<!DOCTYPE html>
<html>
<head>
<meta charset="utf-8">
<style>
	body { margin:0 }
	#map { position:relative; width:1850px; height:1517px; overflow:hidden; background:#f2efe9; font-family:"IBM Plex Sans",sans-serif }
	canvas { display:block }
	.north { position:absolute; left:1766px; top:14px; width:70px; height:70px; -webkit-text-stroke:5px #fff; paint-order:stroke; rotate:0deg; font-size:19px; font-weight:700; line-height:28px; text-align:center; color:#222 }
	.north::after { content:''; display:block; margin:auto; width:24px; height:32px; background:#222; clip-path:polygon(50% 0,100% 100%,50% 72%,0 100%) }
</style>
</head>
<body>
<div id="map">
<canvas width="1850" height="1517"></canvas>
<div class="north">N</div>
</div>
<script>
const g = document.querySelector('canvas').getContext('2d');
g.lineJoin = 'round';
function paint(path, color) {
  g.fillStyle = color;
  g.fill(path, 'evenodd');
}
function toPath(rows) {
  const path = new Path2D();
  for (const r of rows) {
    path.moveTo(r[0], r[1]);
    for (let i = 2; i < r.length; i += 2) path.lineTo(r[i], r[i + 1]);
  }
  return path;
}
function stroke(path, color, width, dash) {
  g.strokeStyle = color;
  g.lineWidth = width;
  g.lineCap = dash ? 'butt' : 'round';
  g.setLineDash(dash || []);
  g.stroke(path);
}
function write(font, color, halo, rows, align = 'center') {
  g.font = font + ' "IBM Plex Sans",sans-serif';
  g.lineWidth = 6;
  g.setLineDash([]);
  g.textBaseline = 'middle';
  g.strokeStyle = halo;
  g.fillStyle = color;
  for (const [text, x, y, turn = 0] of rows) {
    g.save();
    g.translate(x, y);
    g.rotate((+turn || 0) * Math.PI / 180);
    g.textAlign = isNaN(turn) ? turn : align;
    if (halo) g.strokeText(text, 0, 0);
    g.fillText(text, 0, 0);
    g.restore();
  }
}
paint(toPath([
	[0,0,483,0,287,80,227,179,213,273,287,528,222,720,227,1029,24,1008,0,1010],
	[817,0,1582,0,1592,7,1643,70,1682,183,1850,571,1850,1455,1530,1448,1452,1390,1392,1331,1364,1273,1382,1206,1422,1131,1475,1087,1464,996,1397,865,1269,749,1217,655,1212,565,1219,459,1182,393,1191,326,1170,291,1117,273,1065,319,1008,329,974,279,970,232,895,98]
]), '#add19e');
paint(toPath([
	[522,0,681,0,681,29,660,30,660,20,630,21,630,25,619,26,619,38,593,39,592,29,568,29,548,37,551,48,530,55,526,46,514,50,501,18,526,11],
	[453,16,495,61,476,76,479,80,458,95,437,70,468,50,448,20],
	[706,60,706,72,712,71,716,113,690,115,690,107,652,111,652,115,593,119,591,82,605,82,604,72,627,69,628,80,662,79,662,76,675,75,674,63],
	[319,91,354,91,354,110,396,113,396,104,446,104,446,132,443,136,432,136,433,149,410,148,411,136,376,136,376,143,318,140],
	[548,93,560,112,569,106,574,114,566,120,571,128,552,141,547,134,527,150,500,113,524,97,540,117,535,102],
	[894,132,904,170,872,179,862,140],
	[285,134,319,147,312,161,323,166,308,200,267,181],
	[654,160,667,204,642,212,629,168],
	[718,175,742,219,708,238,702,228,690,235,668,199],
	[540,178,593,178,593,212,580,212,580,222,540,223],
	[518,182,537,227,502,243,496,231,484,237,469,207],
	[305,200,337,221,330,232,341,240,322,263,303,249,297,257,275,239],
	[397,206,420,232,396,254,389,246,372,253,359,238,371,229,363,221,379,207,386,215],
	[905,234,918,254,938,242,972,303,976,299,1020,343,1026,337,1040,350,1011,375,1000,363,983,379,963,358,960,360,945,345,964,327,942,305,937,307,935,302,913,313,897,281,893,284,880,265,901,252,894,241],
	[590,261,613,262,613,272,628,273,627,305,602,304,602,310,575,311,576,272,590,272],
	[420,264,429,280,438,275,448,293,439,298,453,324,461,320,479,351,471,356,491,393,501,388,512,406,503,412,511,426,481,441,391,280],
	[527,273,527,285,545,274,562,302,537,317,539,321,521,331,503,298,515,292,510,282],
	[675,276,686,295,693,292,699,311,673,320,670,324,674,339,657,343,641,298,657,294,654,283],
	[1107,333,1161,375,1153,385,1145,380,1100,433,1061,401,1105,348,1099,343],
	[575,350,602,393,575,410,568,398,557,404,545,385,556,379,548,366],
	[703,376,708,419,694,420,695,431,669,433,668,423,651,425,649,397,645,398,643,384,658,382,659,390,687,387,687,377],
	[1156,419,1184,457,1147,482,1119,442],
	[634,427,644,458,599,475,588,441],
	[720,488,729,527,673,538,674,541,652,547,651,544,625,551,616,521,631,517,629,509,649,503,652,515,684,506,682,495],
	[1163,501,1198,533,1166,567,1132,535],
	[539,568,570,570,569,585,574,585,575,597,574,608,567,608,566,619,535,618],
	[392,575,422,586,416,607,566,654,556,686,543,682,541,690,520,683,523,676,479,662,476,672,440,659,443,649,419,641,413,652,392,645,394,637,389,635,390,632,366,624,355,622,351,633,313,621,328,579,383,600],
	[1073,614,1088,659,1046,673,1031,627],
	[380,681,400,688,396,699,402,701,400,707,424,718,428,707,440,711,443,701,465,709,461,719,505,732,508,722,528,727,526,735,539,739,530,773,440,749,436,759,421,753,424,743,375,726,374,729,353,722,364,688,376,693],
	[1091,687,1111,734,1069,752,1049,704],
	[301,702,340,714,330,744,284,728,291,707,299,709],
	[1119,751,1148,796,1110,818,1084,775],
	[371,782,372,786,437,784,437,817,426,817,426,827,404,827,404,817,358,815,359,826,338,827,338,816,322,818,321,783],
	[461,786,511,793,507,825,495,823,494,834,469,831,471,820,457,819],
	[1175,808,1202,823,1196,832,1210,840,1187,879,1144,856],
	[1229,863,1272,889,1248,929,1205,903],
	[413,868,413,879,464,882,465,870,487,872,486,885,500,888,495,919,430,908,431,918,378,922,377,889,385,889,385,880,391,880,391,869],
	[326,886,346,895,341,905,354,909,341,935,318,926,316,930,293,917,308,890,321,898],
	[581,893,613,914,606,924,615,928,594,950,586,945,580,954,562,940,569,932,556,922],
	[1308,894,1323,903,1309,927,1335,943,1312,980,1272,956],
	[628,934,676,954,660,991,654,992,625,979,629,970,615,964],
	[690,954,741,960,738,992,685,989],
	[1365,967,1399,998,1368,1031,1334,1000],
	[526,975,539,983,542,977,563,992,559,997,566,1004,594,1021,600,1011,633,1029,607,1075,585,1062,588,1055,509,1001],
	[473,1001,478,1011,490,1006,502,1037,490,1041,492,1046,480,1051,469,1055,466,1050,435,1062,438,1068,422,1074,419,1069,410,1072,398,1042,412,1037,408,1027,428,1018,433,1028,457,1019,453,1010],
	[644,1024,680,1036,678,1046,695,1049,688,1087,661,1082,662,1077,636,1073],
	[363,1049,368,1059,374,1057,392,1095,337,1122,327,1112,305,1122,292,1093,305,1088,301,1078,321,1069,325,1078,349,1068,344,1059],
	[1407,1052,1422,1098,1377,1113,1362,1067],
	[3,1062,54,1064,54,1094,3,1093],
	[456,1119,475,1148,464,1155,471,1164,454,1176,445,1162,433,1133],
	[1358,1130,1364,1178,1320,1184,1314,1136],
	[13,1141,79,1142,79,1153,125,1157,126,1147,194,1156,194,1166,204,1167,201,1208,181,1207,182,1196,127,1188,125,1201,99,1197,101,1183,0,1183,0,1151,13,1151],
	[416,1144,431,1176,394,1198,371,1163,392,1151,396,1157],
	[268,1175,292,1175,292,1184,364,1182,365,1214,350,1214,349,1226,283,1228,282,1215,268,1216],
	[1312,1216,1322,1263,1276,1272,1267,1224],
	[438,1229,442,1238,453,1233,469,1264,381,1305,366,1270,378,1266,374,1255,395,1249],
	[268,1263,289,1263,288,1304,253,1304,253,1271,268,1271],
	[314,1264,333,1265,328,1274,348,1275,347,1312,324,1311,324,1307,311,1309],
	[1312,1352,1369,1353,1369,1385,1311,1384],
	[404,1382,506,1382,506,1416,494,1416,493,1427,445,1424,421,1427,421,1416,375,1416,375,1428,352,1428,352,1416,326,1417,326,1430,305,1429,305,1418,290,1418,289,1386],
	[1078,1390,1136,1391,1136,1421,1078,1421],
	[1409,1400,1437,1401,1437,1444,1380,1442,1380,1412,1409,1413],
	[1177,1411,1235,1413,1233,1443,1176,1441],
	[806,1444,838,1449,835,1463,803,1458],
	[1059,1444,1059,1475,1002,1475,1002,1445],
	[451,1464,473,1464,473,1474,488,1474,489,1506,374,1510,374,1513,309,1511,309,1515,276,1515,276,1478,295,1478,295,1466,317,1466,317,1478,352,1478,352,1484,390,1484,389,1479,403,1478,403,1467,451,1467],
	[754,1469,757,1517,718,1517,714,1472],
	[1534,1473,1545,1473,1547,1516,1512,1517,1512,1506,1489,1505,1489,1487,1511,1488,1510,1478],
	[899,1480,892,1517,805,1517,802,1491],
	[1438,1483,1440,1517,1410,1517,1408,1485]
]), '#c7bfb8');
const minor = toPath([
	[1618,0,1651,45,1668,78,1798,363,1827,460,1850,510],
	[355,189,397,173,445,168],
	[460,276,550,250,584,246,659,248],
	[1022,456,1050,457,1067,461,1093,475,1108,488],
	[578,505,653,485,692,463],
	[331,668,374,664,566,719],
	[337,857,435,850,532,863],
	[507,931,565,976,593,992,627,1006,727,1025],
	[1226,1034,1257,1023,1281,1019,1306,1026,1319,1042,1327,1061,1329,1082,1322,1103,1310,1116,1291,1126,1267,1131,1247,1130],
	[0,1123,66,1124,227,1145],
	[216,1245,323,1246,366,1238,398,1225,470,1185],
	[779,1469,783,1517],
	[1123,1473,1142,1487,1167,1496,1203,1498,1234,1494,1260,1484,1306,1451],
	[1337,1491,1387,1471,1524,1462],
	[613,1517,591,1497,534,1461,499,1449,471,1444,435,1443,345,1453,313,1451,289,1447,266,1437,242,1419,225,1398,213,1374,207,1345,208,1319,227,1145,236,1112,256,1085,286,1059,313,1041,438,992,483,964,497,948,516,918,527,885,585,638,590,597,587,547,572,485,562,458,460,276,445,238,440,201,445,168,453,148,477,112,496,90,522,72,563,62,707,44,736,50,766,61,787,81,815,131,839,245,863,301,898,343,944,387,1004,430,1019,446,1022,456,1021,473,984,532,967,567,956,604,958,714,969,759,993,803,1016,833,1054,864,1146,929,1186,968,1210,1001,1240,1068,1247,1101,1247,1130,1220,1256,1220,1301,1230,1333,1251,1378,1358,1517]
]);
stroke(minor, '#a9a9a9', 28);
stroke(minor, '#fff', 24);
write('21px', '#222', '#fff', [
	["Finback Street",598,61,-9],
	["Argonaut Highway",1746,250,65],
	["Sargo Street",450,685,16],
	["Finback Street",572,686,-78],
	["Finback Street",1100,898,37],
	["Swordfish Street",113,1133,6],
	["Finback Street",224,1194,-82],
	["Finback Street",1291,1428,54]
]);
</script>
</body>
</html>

● To do
If a line above holds the string "halo", copy it out.

● Output of the task
function write(font, color, halo, rows, align = 'center') {
  g.strokeStyle = halo;
    if (halo) g.strokeText(text, 0, 0);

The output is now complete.